╭──

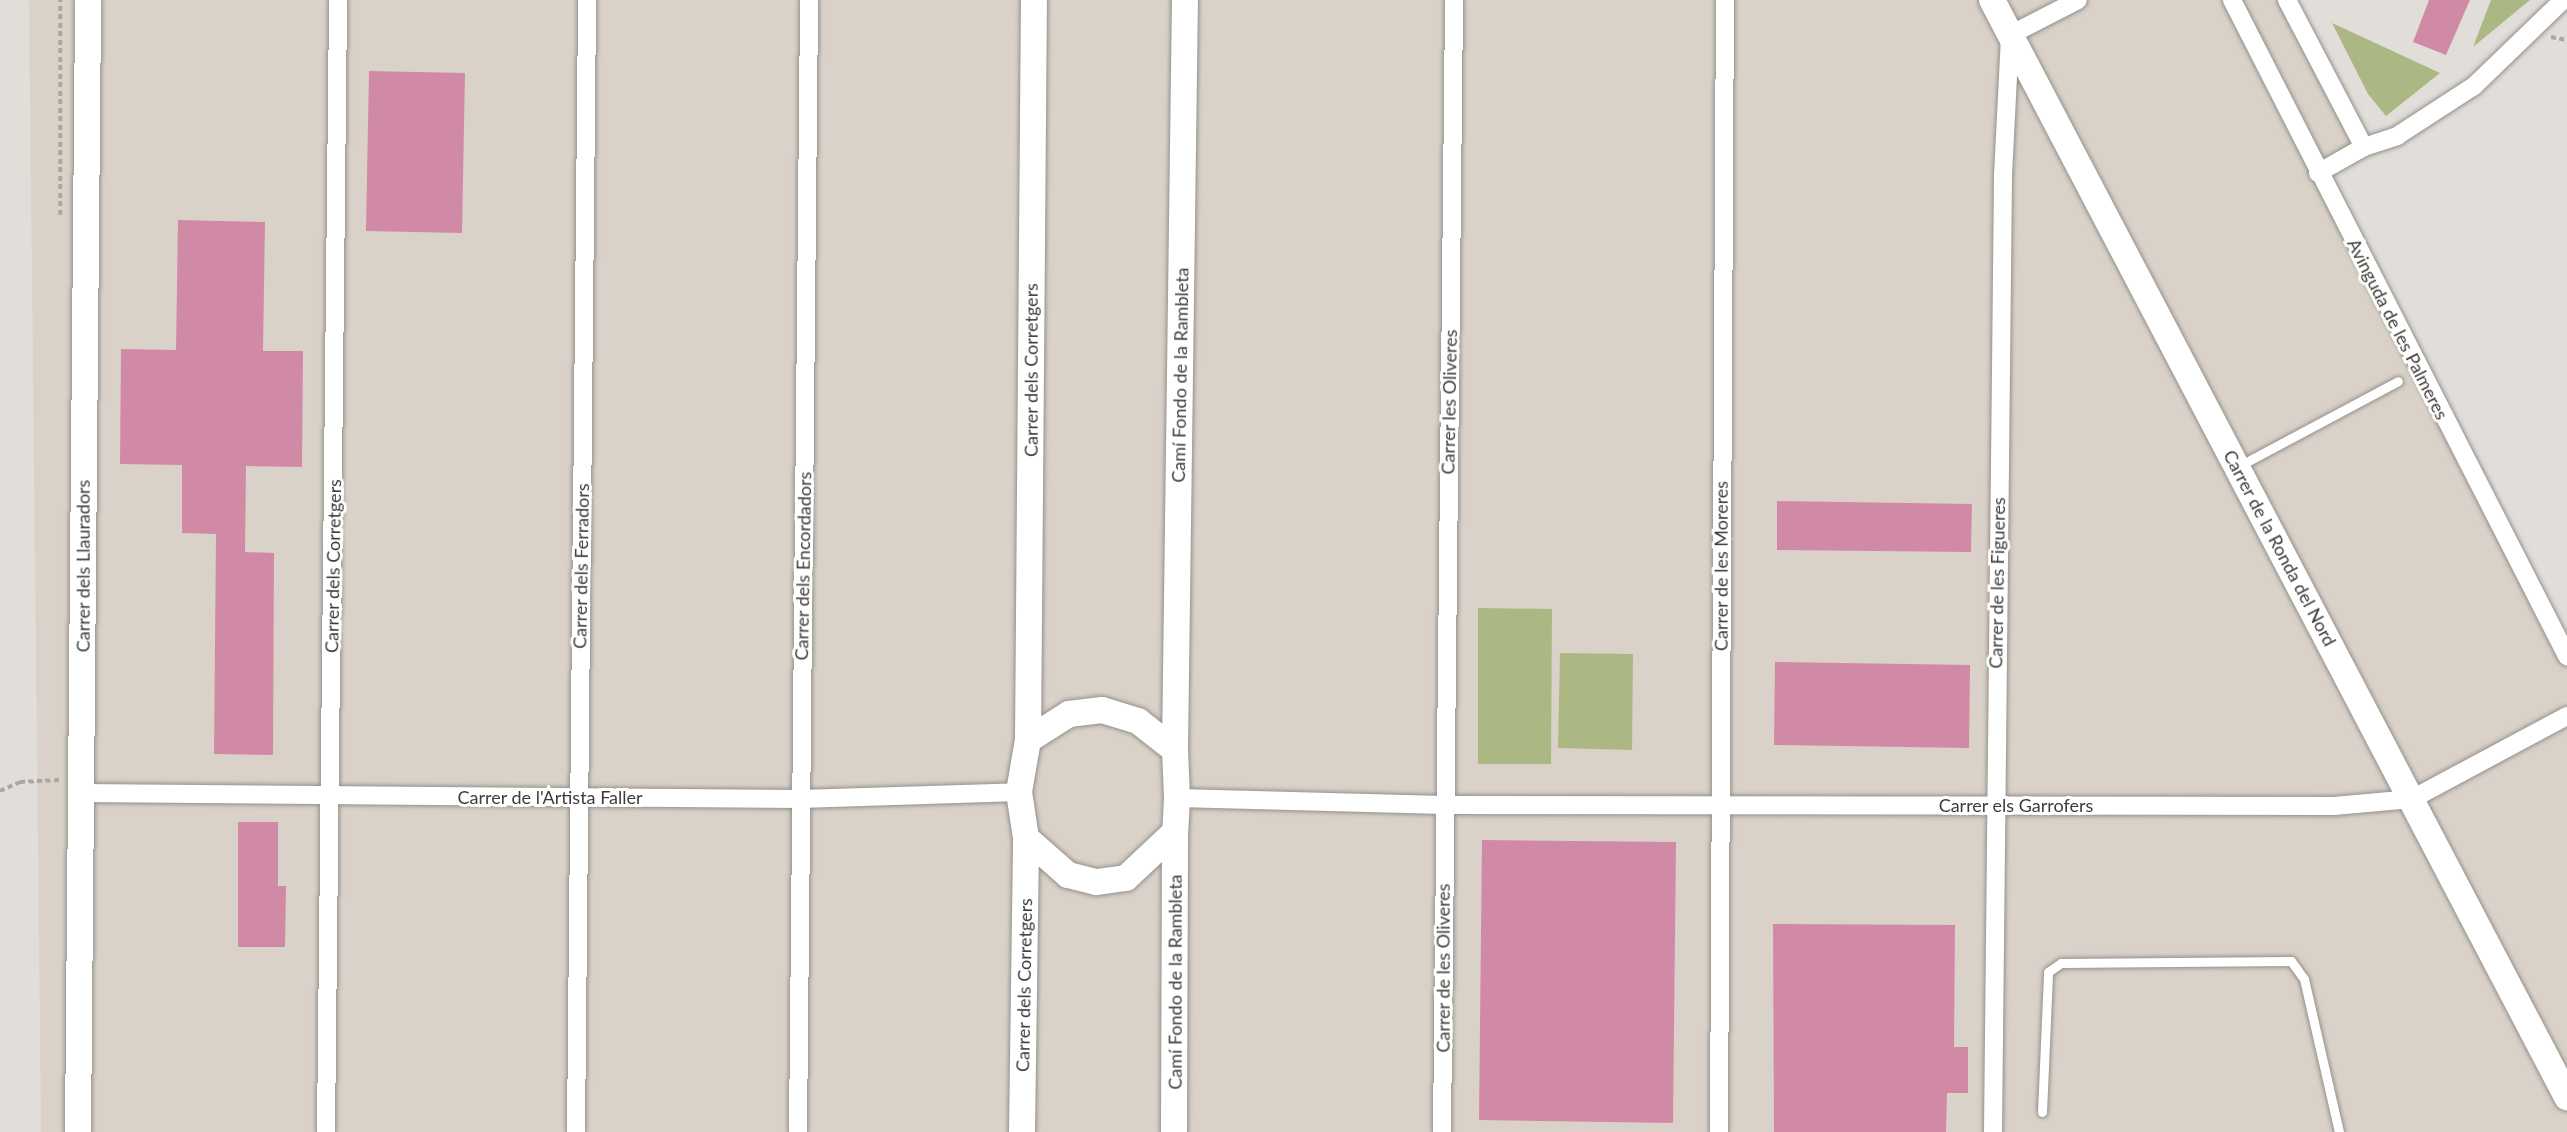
<!DOCTYPE html>
<html>
<head>
<meta charset="utf-8">
<style>
  body { margin:0 }
  #map { position:relative; width:2567px; height:1132px; overflow:hidden; background:#e1deda; font-family:Lato,sans-serif }
  div>[style] { position:absolute }
  .built>* { inset:0; background:#dad2c8 }
  .green>* { inset:0; background:#abb883 }
  .building>* { inset:0; background:#d18aa6 }
  .path>* { height:3.5px; margin-top:-1.75px; transform-origin:0; background:repeating-linear-gradient(90deg,#a9a7a4 0 5px,transparent 0 8.5px) }
  .roads { filter:drop-shadow(0 0 2px #93908c) drop-shadow(0 0 2px #93908c) }
  .lane>* { height:9px; margin:-4.5px; padding:0 4.5px; transform-origin:4.5px; border-radius:4.5px; background:#fff }
  .street>* { height:18px; margin:-9px; padding:0 9px; transform-origin:9px; border-radius:9px; background:#fff }
  .secondary>* { height:26px; margin:-13px; padding:0 13px; transform-origin:13px; border-radius:13px; background:#fff }
  span { translate:-50% -50%; white-space:nowrap; text-align:center; line-height:1.15; -webkit-text-stroke:6px #fff; paint-order:stroke }
  .street-label { font-size:18px; color:#3e3c3b }
</style>
</head>
<body>
<div id="map">
  <div class="built">
    <i style="clip-path:polygon(29px 0,2298px 0,2373px 152px,2324px 179px,2567px 645px,2567px 1132px,41px 1132px)"></i>
  </div>
  <div class="green">
    <i style="clip-path:polygon(2491px 0,2530px 0,2473px 47px)"></i>
    <i style="clip-path:polygon(2332px 23px,2440px 73px,2386px 116px,2368px 94px)"></i>
    <i style="clip-path:polygon(1478px 608px,1552px 609px,1551px 764px,1478px 764px)"></i>
    <i style="clip-path:polygon(1560px 653px,1633px 654px,1632px 750px,1558px 748px)"></i>
  </div>
  <div class="building">
    <i style="clip-path:polygon(2429px 0,2470px 0,2446px 55px,2413px 42px)"></i>
    <i style="clip-path:polygon(369px 71px,465px 73px,462px 233px,366px 231px)"></i>
    <i style="clip-path:polygon(178px 220px,265px 222px,263px 351px,303px 351px,302px 467px,246px 466px,245px 552px,274px 553px,273px 755px,214px 754px,216px 534px,182px 533px,182px 465px,120px 464px,121px 349px,176px 350px)"></i>
    <i style="clip-path:polygon(1777px 501px,1972px 504px,1971px 552px,1777px 550px)"></i>
    <i style="clip-path:polygon(1775px 662px,1970px 665px,1969px 748px,1774px 745px)"></i>
    <i style="clip-path:polygon(238px 822px,278px 822px,278px 886px,286px 886px,285px 947px,238px 947px)"></i>
    <i style="clip-path:polygon(1482px 840px,1676px 842px,1673px 1123px,1479px 1120px)"></i>
    <i style="clip-path:polygon(1773px 924px,1955px 925px,1954px 1047px,1968px 1047px,1968px 1093px,1947px 1093px,1946px 1132px,1774px 1132px)"></i>
  </div>
  <div class="path">
    <i style="left:2551px;top:37px;width:16px;rotate:11deg"></i>
    <i style="left:60px;top:215px;width:215px;rotate:-90deg"></i>
    <i style="left:0;top:791px;width:22px;rotate:-24deg"></i>
    <i style="left:20px;top:782px;width:39px;rotate:-3deg"></i>
  </div>
  <div class="roads">
    <div class="lane">
      <i style="left:2239px;top:466px;width:180px;rotate:-28.1deg"></i>
      <i style="left:2042px;top:1112px;width:140px;rotate:-87.5deg"></i>
      <i style="left:2048px;top:972px;width:16px;rotate:-35deg"></i>
      <i style="left:2061px;top:963px;width:230px;rotate:-0.5deg"></i>
      <i style="left:2291px;top:961px;width:22px;rotate:54deg"></i>
      <i style="left:2304px;top:979px;width:157px;rotate:77.1deg"></i>
    </div>
    <div class="street">
      <i style="left:2232px;top:0;width:737px;rotate:62.95deg"></i>
      <i style="left:2287px;top:0;width:166px;rotate:62.4deg"></i>
      <i style="left:2318px;top:173px;width:53px;rotate:-29.5deg"></i>
      <i style="left:2364px;top:147px;width:35px;rotate:-18deg"></i>
      <i style="left:2397px;top:136px;width:92px;rotate:-33deg"></i>
      <i style="left:2474px;top:86px;width:124px;rotate:-44deg"></i>
      <i style="left:81px;top:793px;width:719px;rotate:0.48deg"></i>
      <i style="left:800px;top:799px;width:219px;rotate:-1.8deg"></i>
      <i style="left:1177px;top:798px;width:267px;rotate:1.5deg"></i>
      <i style="left:1444px;top:805px;width:890px;rotate:0.06deg"></i>
      <i style="left:2334px;top:806px;width:78px;rotate:-5.1deg"></i>
      <i style="left:2412px;top:799px;width:176px;rotate:-28.2deg"></i>
      <i style="left:326px;top:1132px;width:1132px;rotate:-89.39deg"></i>
      <i style="left:576px;top:1132px;width:1132px;rotate:-89.44deg"></i>
      <i style="left:798px;top:1132px;width:1132px;rotate:-89.44deg"></i>
      <i style="left:1442px;top:1132px;width:1132px;rotate:-89.39deg"></i>
      <i style="left:1719px;top:1132px;width:1132px;rotate:-89.7deg"></i>
      <i style="left:1993px;top:1132px;width:957px;rotate:-89.4deg"></i>
      <i style="left:2003px;top:175px;width:140px;rotate:-87.1deg"></i>
      <i style="left:2010px;top:35px;width:76px;rotate:-27.2deg"></i>
    </div>
    <div class="secondary">
      <i style="left:1992px;top:0;width:1239px;rotate:62.34deg"></i>
      <i style="left:1102px;top:710px;width:38px;rotate:17deg"></i>
      <i style="left:1138px;top:721px;width:47px;rotate:38.1deg"></i>
      <i style="left:1175px;top:750px;width:48px;rotate:87.6deg"></i>
      <i style="left:1177px;top:798px;width:34px;rotate:93deg"></i>
      <i style="left:1175px;top:832px;width:67px;rotate:136.8deg"></i>
      <i style="left:1126px;top:878px;width:30px;rotate:172deg"></i>
      <i style="left:1096px;top:882px;width:29px;rotate:-166deg"></i>
      <i style="left:1068px;top:875px;width:56px;rotate:-138.6deg"></i>
      <i style="left:1026px;top:838px;width:47px;rotate:-98.7deg"></i>
      <i style="left:1019px;top:792px;width:53px;rotate:-80.2deg"></i>
      <i style="left:1028px;top:740px;width:49px;rotate:-32.4deg"></i>
      <i style="left:1069px;top:714px;width:33px;rotate:-7deg"></i>
      <i style="left:1028px;top:740px;width:740px;rotate:-89.54deg"></i>
      <i style="left:1175px;top:750px;width:750px;rotate:-89.24deg"></i>
      <i style="left:78px;top:1132px;width:1132px;rotate:-89.49deg"></i>
      <i style="left:1022px;top:1132px;width:294px;rotate:-89.2deg"></i>
      <i style="left:1174px;top:1132px;width:300px;rotate:-89.8deg"></i>
    </div>
  </div>
  <div class="street-label">
    <span style="left:2398px;top:329px;rotate:63deg">Avinguda de les Palmeres</span>
    <span style="left:1031px;top:370px;rotate:-90deg">Carrer dels Corretgers</span>
    <span style="left:1180px;top:375px;rotate:-89deg">Camí Fondo de la Rambleta</span>
    <span style="left:1449px;top:402px;rotate:-89deg">Carrer les Oliveres</span>
    <span style="left:2280px;top:548px;rotate:62deg">Carrer de la Ronda del Nord</span>
    <span style="left:83px;top:566px;rotate:-90deg">Carrer dels Llauradors</span>
    <span style="left:333px;top:566px;rotate:-89deg">Carrer dels Corretgers</span>
    <span style="left:581px;top:566px;rotate:-89deg">Carrer dels Ferradors</span>
    <span style="left:803px;top:566px;rotate:-89deg">Carrer dels Encordadors</span>
    <span style="left:1721px;top:566px;rotate:-90deg">Carrer de les Moreres</span>
    <span style="left:1997px;top:583px;rotate:-89deg">Carrer de les Figueres</span>
    <span style="left:550px;top:797px">Carrer de l'Artista Faller</span>
    <span style="left:2016px;top:805px">Carrer els Garrofers</span>
    <span style="left:1443px;top:968px;rotate:-90deg">Carrer de les Oliveres</span>
    <span style="left:1175px;top:982px;rotate:-90deg">Camí Fondo de la Rambleta</span>
    <span style="left:1024px;top:985px;rotate:-89deg">Carrer dels Corretgers</span>
  </div>
</div>
</body>
</html>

╰──

Requirement
Check each line of the data above, and please copy the ones in which the string "Fondo" occurs.

Task output
    <span style="left:1180px;top:375px;rotate:-89deg">Camí Fondo de la Rambleta</span>
    <span style="left:1175px;top:982px;rotate:-90deg">Camí Fondo de la Rambleta</span>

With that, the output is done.